ACTION ITEM
Copy word for word, please, the lines of the entries below running from the one containing "Annotation task. Extract" to the one containing "Serialize what can", both ends included.

────────────────

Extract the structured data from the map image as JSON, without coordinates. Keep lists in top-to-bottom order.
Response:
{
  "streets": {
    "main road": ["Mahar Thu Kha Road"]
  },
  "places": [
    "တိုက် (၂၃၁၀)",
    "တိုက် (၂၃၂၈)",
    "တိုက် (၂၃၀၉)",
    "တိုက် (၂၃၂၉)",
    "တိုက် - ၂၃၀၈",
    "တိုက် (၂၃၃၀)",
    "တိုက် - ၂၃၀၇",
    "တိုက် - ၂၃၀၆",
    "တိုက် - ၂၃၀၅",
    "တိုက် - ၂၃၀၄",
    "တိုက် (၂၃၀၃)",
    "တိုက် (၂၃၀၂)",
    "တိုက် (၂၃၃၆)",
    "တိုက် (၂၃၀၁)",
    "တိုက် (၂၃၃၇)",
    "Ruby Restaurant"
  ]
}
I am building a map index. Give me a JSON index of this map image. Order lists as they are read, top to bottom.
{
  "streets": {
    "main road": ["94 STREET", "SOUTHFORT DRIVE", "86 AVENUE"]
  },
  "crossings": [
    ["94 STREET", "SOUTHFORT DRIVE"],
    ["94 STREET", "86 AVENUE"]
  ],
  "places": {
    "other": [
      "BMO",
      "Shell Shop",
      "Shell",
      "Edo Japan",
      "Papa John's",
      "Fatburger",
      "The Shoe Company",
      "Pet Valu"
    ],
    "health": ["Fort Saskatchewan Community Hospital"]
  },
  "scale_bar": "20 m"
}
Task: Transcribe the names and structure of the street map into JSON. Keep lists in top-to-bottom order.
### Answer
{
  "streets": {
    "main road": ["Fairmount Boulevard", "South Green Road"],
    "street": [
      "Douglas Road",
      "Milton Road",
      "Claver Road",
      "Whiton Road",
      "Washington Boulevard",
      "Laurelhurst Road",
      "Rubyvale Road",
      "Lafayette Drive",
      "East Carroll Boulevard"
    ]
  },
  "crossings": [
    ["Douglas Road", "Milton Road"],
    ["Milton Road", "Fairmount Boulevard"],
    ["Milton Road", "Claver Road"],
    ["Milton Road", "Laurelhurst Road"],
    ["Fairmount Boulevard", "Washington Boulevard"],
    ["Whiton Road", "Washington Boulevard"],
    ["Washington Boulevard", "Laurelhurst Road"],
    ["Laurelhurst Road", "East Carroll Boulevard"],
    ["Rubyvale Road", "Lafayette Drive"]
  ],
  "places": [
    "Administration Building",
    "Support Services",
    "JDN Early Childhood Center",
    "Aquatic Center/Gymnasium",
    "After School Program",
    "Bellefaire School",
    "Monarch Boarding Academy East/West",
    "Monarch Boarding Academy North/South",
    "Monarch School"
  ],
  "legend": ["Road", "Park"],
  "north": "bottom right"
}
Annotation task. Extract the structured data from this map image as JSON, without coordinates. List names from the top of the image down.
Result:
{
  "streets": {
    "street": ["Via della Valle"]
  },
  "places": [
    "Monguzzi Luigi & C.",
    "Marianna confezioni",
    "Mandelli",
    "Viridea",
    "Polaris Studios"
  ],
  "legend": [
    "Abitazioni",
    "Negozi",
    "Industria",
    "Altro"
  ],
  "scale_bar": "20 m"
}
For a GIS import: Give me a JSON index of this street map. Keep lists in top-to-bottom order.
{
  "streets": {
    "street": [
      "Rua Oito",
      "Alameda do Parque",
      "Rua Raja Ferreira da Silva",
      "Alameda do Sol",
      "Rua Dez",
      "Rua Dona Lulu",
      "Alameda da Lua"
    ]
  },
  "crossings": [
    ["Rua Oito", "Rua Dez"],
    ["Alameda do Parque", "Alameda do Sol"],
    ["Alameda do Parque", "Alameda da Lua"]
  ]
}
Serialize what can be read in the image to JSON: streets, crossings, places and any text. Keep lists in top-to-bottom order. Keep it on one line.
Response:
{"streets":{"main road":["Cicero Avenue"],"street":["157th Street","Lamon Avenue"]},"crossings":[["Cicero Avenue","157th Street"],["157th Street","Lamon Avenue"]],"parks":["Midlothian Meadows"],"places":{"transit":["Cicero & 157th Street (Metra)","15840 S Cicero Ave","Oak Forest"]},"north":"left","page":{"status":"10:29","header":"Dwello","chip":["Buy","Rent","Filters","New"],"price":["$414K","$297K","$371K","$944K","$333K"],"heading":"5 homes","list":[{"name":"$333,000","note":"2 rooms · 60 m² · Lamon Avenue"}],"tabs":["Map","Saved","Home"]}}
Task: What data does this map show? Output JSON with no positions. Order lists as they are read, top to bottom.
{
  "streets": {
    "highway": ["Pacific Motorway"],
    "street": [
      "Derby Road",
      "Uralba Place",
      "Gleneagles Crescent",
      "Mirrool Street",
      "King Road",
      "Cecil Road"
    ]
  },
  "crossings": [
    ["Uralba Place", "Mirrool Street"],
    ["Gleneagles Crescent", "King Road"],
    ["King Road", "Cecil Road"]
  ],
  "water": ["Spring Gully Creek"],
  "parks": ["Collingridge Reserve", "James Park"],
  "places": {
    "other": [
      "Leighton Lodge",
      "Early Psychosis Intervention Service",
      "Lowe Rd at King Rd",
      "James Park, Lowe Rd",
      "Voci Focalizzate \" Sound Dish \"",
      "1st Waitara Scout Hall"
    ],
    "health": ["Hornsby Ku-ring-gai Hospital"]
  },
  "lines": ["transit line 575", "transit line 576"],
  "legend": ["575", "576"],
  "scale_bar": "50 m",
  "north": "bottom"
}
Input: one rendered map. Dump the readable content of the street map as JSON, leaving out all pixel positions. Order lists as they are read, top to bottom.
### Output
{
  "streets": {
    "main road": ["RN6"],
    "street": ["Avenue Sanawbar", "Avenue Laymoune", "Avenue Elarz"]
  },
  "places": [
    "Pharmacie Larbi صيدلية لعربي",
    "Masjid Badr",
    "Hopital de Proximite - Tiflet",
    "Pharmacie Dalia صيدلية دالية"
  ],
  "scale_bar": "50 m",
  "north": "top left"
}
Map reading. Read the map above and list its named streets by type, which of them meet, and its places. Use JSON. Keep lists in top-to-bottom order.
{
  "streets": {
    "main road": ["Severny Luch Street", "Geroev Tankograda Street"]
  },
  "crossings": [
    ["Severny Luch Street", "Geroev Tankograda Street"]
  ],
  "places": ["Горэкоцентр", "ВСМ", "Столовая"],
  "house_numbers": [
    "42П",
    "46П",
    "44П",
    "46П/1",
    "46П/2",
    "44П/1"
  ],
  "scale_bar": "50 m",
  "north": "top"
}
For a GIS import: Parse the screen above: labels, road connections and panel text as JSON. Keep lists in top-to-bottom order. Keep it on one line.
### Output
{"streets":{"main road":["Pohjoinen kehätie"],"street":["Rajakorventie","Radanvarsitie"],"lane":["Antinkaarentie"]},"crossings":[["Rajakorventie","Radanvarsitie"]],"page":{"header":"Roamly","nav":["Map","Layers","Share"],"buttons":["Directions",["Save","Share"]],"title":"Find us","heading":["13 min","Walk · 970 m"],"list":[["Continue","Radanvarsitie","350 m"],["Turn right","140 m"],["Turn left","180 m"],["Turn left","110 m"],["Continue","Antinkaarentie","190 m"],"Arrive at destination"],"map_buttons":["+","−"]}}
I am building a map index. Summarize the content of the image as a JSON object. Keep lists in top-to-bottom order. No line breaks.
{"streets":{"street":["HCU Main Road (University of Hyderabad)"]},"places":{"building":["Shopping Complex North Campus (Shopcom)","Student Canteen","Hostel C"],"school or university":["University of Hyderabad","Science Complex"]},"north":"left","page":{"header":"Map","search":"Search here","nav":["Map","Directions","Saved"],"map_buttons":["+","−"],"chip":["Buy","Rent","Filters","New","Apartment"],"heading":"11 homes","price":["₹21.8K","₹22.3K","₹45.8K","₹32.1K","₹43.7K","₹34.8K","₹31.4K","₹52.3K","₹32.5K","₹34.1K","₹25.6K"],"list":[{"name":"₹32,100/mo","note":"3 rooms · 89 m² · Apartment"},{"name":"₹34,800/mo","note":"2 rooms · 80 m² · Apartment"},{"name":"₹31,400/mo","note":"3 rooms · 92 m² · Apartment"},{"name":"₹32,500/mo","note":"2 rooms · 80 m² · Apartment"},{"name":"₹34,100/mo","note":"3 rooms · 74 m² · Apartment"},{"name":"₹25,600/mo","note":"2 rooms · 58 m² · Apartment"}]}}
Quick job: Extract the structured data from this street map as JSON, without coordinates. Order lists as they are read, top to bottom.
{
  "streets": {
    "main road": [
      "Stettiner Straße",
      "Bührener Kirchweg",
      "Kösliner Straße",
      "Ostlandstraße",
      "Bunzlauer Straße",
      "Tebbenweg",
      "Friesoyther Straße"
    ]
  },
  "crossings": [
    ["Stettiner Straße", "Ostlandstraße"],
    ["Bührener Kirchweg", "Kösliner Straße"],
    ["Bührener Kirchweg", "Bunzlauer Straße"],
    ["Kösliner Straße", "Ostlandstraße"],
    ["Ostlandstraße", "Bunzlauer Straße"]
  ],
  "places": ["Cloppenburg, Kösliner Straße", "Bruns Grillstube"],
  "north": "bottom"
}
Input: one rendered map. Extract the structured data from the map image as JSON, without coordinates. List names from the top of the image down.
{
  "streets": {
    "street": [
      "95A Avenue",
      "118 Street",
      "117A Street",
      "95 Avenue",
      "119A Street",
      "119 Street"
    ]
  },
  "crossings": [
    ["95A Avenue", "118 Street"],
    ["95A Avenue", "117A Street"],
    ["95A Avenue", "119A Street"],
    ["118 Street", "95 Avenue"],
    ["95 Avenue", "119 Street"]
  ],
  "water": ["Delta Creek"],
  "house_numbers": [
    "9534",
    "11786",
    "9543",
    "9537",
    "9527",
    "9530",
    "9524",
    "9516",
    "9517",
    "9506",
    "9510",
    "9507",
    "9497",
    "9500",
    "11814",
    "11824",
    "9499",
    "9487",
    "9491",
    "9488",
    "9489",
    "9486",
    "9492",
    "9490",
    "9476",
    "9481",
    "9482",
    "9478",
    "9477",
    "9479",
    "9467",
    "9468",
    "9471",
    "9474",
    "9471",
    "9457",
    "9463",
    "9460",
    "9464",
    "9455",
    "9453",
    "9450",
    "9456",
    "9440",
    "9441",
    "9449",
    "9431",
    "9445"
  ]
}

────────────────

OUTPUT
Annotation task. Extract the structured data from this map image as JSON, without coordinates. List names from the top of the image down.
Result:
{
  "streets": {
    "street": ["Via della Valle"]
  },
  "places": [
    "Monguzzi Luigi & C.",
    "Marianna confezioni",
    "Mandelli",
    "Viridea",
    "Polaris Studios"
  ],
  "legend": [
    "Abitazioni",
    "Negozi",
    "Industria",
    "Altro"
  ],
  "scale_bar": "20 m"
}
For a GIS import: Give me a JSON index of this street map. Keep lists in top-to-bottom order.
{
  "streets": {
    "street": [
      "Rua Oito",
      "Alameda do Parque",
      "Rua Raja Ferreira da Silva",
      "Alameda do Sol",
      "Rua Dez",
      "Rua Dona Lulu",
      "Alameda da Lua"
    ]
  },
  "crossings": [
    ["Rua Oito", "Rua Dez"],
    ["Alameda do Parque", "Alameda do Sol"],
    ["Alameda do Parque", "Alameda da Lua"]
  ]
}
Serialize what can be read in the image to JSON: streets, crossings, places and any text. Keep lists in top-to-bottom order. Keep it on one line.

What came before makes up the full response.